**How to complete this task**
Count the lines in the entries that contain the string "parkNames". State nothing but the number.

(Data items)
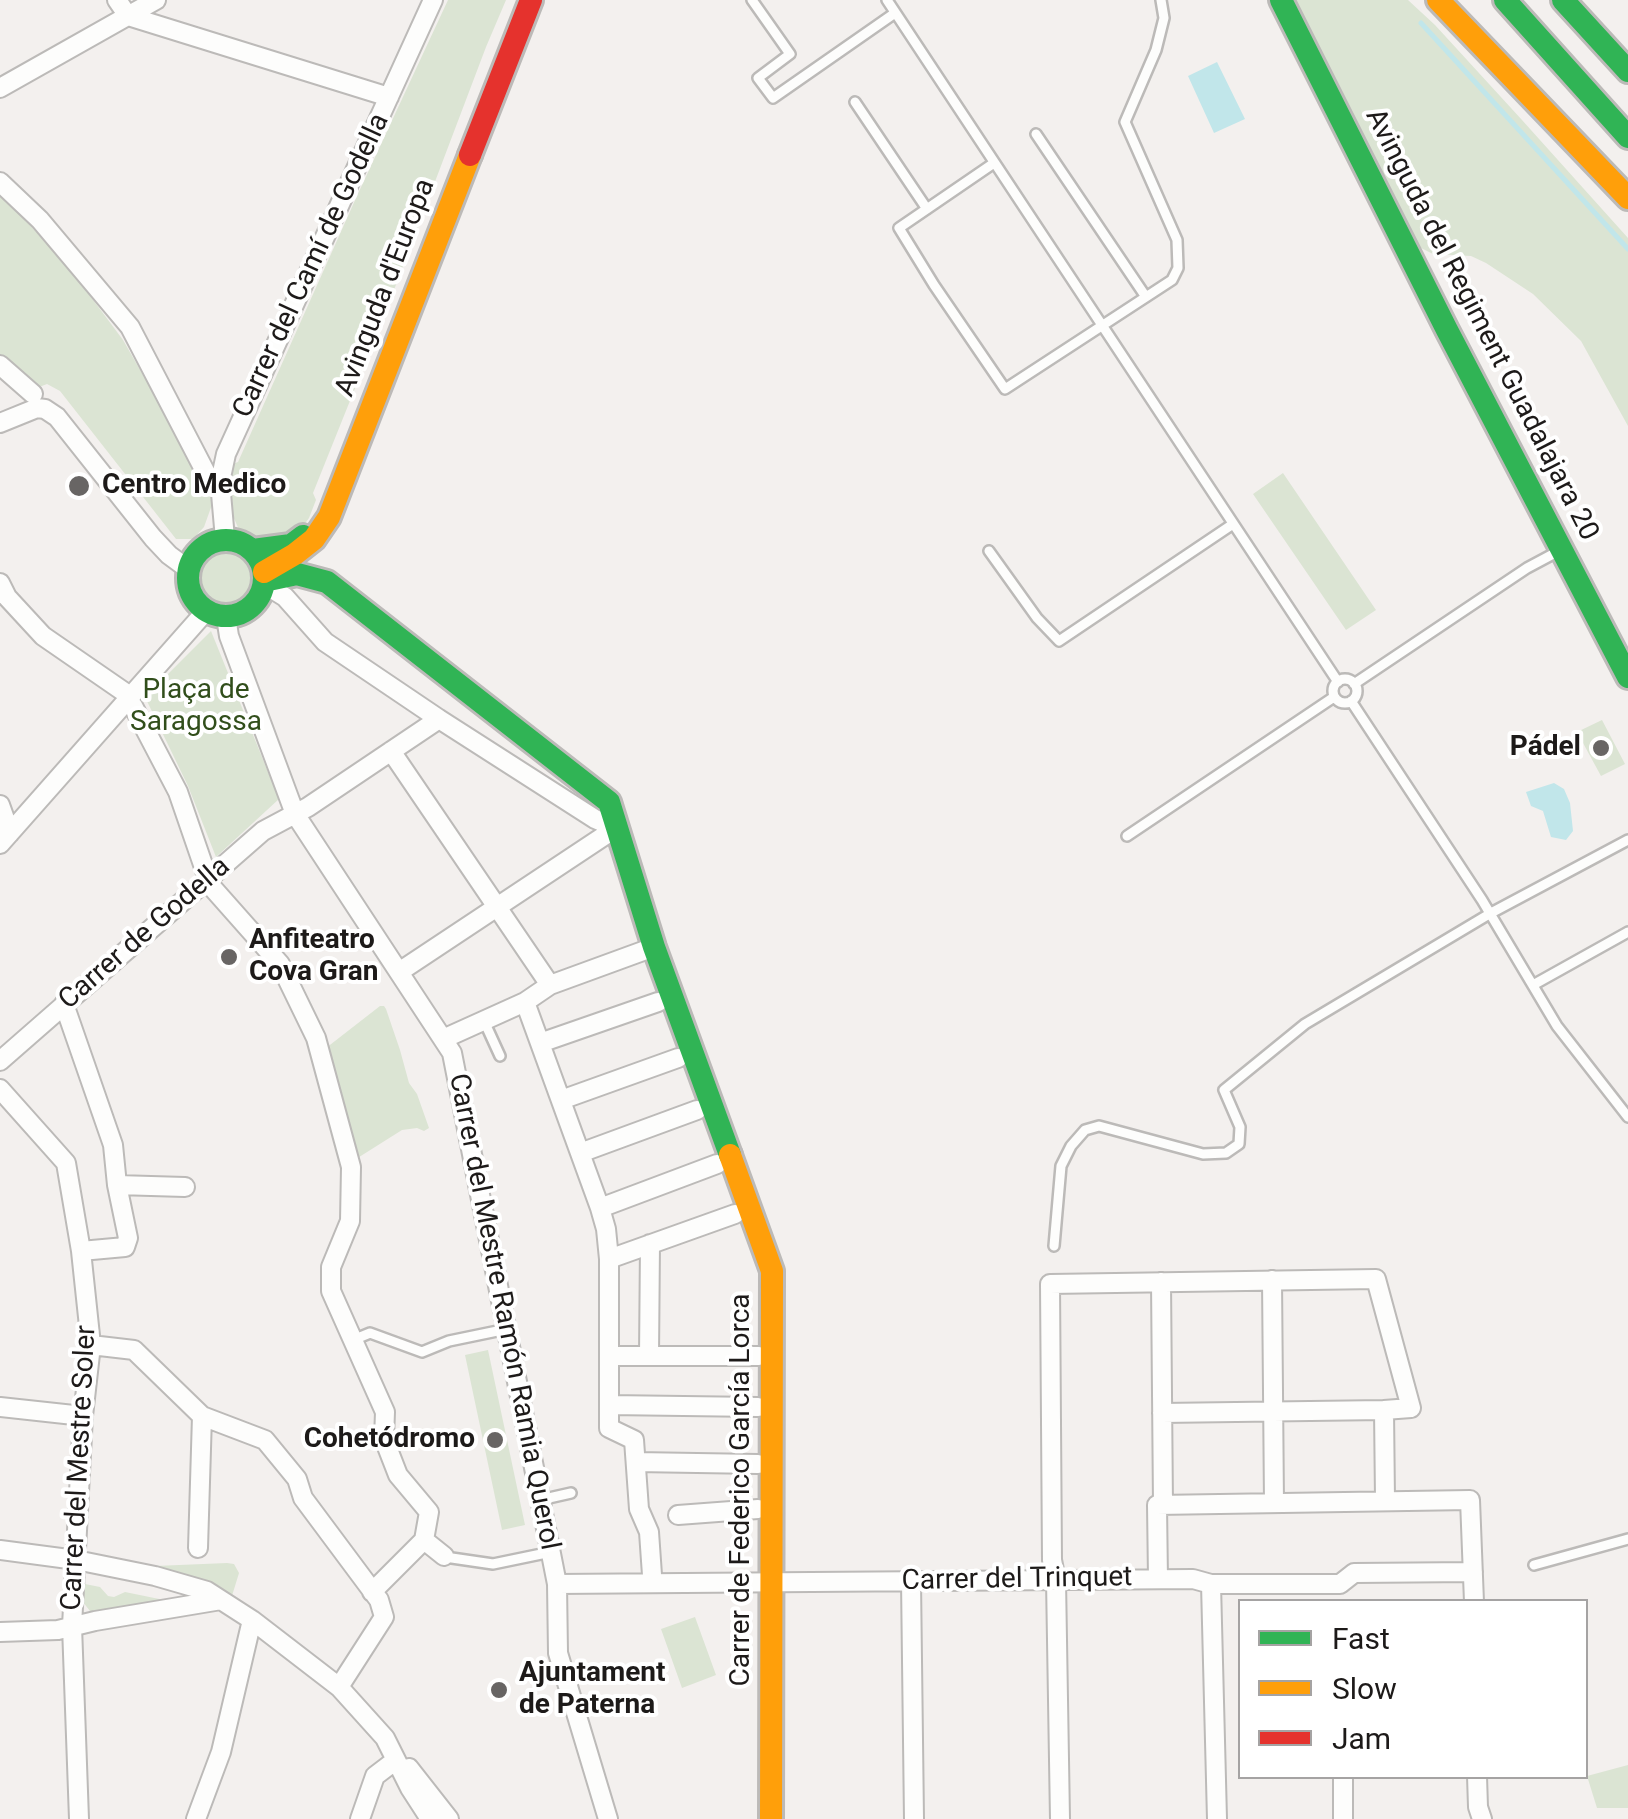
<!DOCTYPE html>
<meta charset="utf-8">
<style>
body{margin:0}
#map{position:relative;width:1628px;height:1819px;overflow:hidden;background:#f3f0ee;font-family:Roboto,sans-serif}
canvas{display:block}
.legend{position:absolute;left:1238px;top:1599px;width:350px;height:180px;box-sizing:border-box;background:#fff;border:2px solid #a5a3a3;margin:0;padding:12px 18px;list-style:none;font-size:30px;color:#1d1a19}
.legend li{display:flex;align-items:center;gap:20px;height:50px}
.legend b{width:50px;border:2px solid #a5a3a3}
</style>
<div id="map">
<canvas width="1628" height="1819"></canvas>
<ul class="legend">
<li><b style="height:12px;background:#30b455"></b>Fast</li>
<li><b style="height:12px;background:#ff9f0a"></b>Slow</li>
<li><b style="height:12px;background:#e5322d"></b>Jam</li>
</ul>
</div>
<script>
const ctx = document.querySelector('canvas').getContext('2d');
ctx.lineJoin = 'round';
function fill(path, color) {
  ctx.fillStyle = color;
  ctx.fill(path, 'evenodd');
}
function toPath(rows) {
  const path = new Path2D();
  for (const r of rows) {
    if (r.length === 3) {
      path.moveTo(r[0] + r[2], r[1]);
      path.arc(r[0], r[1], r[2], 0, 2 * Math.PI);
      continue;
    }
    path.moveTo(r[0], r[1]);
    for (let i = 2; i < r.length; i += 2) path.lineTo(r[i], r[i + 1]);
  }
  return path;
}
function strokePath(path, color, width, dash) {
  ctx.strokeStyle = color;
  ctx.lineWidth = width;
  ctx.lineCap = dash ? 'butt' : 'round';
  ctx.setLineDash(dash || []);
  ctx.stroke(path);
}
function drawText(font, color, halo, rows, align = 'center') {
  ctx.font = font + ' Roboto,sans-serif';
  ctx.lineWidth = 8;
  ctx.setLineDash([]);
  ctx.textBaseline = 'middle';
  ctx.strokeStyle = halo;
  ctx.fillStyle = color;
  for (const [text, x, y, turn = 0] of rows) {
    ctx.save();
    ctx.translate(x, y);
    ctx.rotate((+turn || 0) * Math.PI / 180);
    ctx.textAlign = isNaN(turn) ? turn : align;
    if (halo) ctx.strokeText(text, 0, 0);
    ctx.fillText(text, 0, 0);
    ctx.restore();
  }
}
const green = toPath([
 [448,0,506,0,486,47,386,311,313,493,316,500,309,518,298,533,253,540,240,532,233,516,230,465,238,462,356,198],
 [1290,0,1408,0,1435,25,1522,120,1628,238,1628,426,1581,341,1533,294,1486,263,1471,256,1433,254,1411,243],
 [0,195,20,214,73,273,123,340,214,499,204,527,193,539,176,539,60,391,47,384,34,389,0,359],
 [1283,473,1376,610,1346,630,1253,494],
 [226,579,26],
 [211,631,279,799,216,857,188,786,145,697],
 [1602,720,1625,764,1601,776,1577,732],
 [380,1006,384,1006,386,1009,400,1050,409,1083,417,1094,429,1128,424,1131,417,1128,402,1130,356,1159,334,1079,337,1077,326,1048],
 [488,1350,525,1525,502,1530,465,1355],
 [227,1563,234,1564,239,1573,231,1599,155,1568,155,1566],
 [80,1583,100,1587,108,1596,114,1597,125,1592,169,1601,98,1616,90,1611,79,1597],
 [695,1617,716,1675,682,1688,661,1629],
 [1628,1765,1628,1808,1597,1808,1587,1776]
]);
const water = toPath([
 [1217,62,1245,119,1214,133,1188,76],
 [1554,783,1564,789,1570,803,1573,831,1566,840,1551,837,1543,811,1531,806,1526,792]
]);
const stream = toPath([
 [1421,23,1628,249]
]);
const lane = toPath([
 [752,0,790,54,758,78,773,98,895,13],
 [887,0,1338,682],
 [855,102,927,209],
 [1036,134,1146,297],
 [994,163,899,228,934,285,1005,389,1172,280,1178,268,1177,240,1125,122,1156,50,1164,18,1161,0],
 [989,551,1037,618,1059,641,1233,524],
 [1345,691,12],
 [1354,684,1527,568,1557,552],
 [1351,701,1482,900,1557,1026,1628,1117],
 [1127,836,1334,697],
 [1533,985,1628,932],
 [484,1021,500,1056],
 [1054,1246,1061,1166,1071,1146,1085,1130,1099,1126,1203,1154,1226,1153,1239,1144,1240,1127,1224,1090,1305,1024,1491,913,1628,840],
 [353,1340,370,1333,422,1352,449,1341,507,1329],
 [540,1500,571,1493],
 [445,1557,493,1564,551,1552],
 [1534,1565,1628,1539]
]);
const street = toPath([
 [117,0,128,16,389,97],
 [0,88,156,0],
 [0,182,40,220,130,327,208,477,220,482],
 [0,365,33,394],
 [0,423,37,408,45,409,57,417,153,538,169,555,188,569],
 [225,539,220,482,226,454,433,0],
 [0,583,7,597,43,636,130,696],
 [264,584,285,597,325,642,439,719,595,819,616,828],
 [226,617,229,636,295,814,452,1053,557,1584,558,1653,608,1819],
 [126,700,133,706,178,792,210,885,280,964,316,1038,351,1167,350,1221,331,1267,331,1291,385,1412,384,1439,398,1475,429,1512,424,1540],
 [391,751,550,985],
 [0,805,10,833],
 [0,844,206,611],
 [399,972,616,828],
 [525,1002,600,1208,606,1229,609,1259,609,1428,634,1440,639,1509,649,1532,652,1575],
 [64,1004,113,1145,117,1185,128,1238,125,1247,81,1251],
 [443,1039,525,1002,550,985,654,947],
 [540,1043,658,1002],
 [0,1061,263,831,308,807,439,719],
 [0,1089,66,1163,81,1251,91,1345,83,1416,72,1626,79,1819],
 [561,1100,678,1058],
 [580,1153,697,1110],
 [117,1185,185,1187],
 [600,1208,717,1164],
 [609,1259,735,1214],
 [1272,1280,1274,1503],
 [1161,1282,1163,1505],
 [91,1345,134,1350,202,1416,265,1440,297,1479,303,1498,379,1600,384,1617,339,1687],
 [609,1356,759,1356],
 [649,1356,650,1244],
 [609,1405,758,1407],
 [0,1407,83,1416],
 [1162,1413,1384,1410],
 [636,1462,758,1464],
 [678,1515,758,1509],
 [424,1540,444,1556],
 [198,1548,202,1416],
 [0,1550,76,1560,155,1576,207,1591,252,1620,339,1687,385,1738,410,1788,430,1819],
 [1158,1579,1157,1505,1470,1500,1474,1602],
 [911,1581,914,1819],
 [557,1584,1193,1579,1211,1584,1340,1584,1354,1573,1473,1572],
 [1211,1584,1217,1819],
 [372,1592,424,1540],
 [0,1632,58,1630,95,1621,221,1600],
 [409,1768,449,1819],
 [1343,1776,1343,1819],
 [1477,1776,1478,1807,1482,1819],
 [196,1819,221,1752,252,1620],
 [360,1819,375,1776,396,1760],
 [1060,1819,1056,1580,1052,1560,1050,1284,1376,1279,1411,1408,1384,1410,1385,1500]
]);
const fast = toPath([
 [1281,0,1447,330,1628,677],
 [1505,0,1628,137],
 [1563,0,1628,71],
 [226,578,38],
 [253,550,291,545,303,536],
 [264,581,297,574,327,582,609,802,654,947,730,1155]
]);
const slow = toPath([
 [1438,0,1628,198],
 [264,572,295,554,314,539,329,517,470,155],
 [730,1155,772,1271,771,1819]
]);
const jam = toPath([
 [470,155,531,0]
]);
const markers = [
 [79,486,12,"#686564"],
 [1601,748,10,"#686564"],
 [229,957,10,"#686564"],
 [495,1440,10,"#686564"],
 [499,1690,10,"#686564"]
];
const streetNames = [
 ["Carrer del Camí de Godella",312,266,-65],
 ["Avinguda d'Europa",386,288,-69],
 ["Avinguda del Regiment Guadalajara 20",1481,325,63],
 ["Carrer de Godella",145,934,-41],
 ["Carrer del Mestre Ramón Ramia Querol",503,1312,79],
 ["Carrer del Mestre Soler",80,1468,-87],
 ["Carrer de Federico García Lorca",742,1490,-90],
 ["Carrer del Trinquet",1017,1580,-1]
];
const poiNames = [
 ["Centro Medico",102,486],
 ["Pádel",1581,748,"right"],
 ["Anfiteatro",249,941],
 ["Cova Gran",249,973],
 ["Cohetódromo",475,1440,"right"],
 ["Ajuntament",519,1674],
 ["de Paterna",519,1706]
];
const parkNames = [
 ["Plaça de",196,691],
 ["Saragossa",196,723]
];
fill(green, '#dbe4d3');
fill(water, '#c1e6ea');
strokePath(stream, '#c1e6ea', 5);
strokePath(lane, '#bcbab8', 14);
strokePath(street, '#bcbab8', 22);
strokePath(fast, '#bcbab8', 28);
strokePath(slow, '#bcbab8', 28);
strokePath(jam, '#bcbab8', 28);
strokePath(lane, '#fdfdfc', 9);
strokePath(street, '#fdfdfc', 18);
strokePath(fast, '#30b455', 22);
strokePath(slow, '#ff9f0a', 22);
strokePath(jam, '#e5322d', 22);
for (const [x, y, r, color] of markers) {
  const dot = new Path2D();
  dot.arc(x, y, r, 0, 2 * Math.PI);
  ctx.fillStyle = color;
  ctx.fill(dot);
  strokePath(dot, '#fff', 4);
}
drawText('28px', '#1d1a19', '#fff', streetNames);
drawText('bold 28px', '#1d1a19', '#fff', poiNames, 'left');
drawText('28px', '#314e1b', '#fff', parkNames);
</script>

**Exercise answer**
2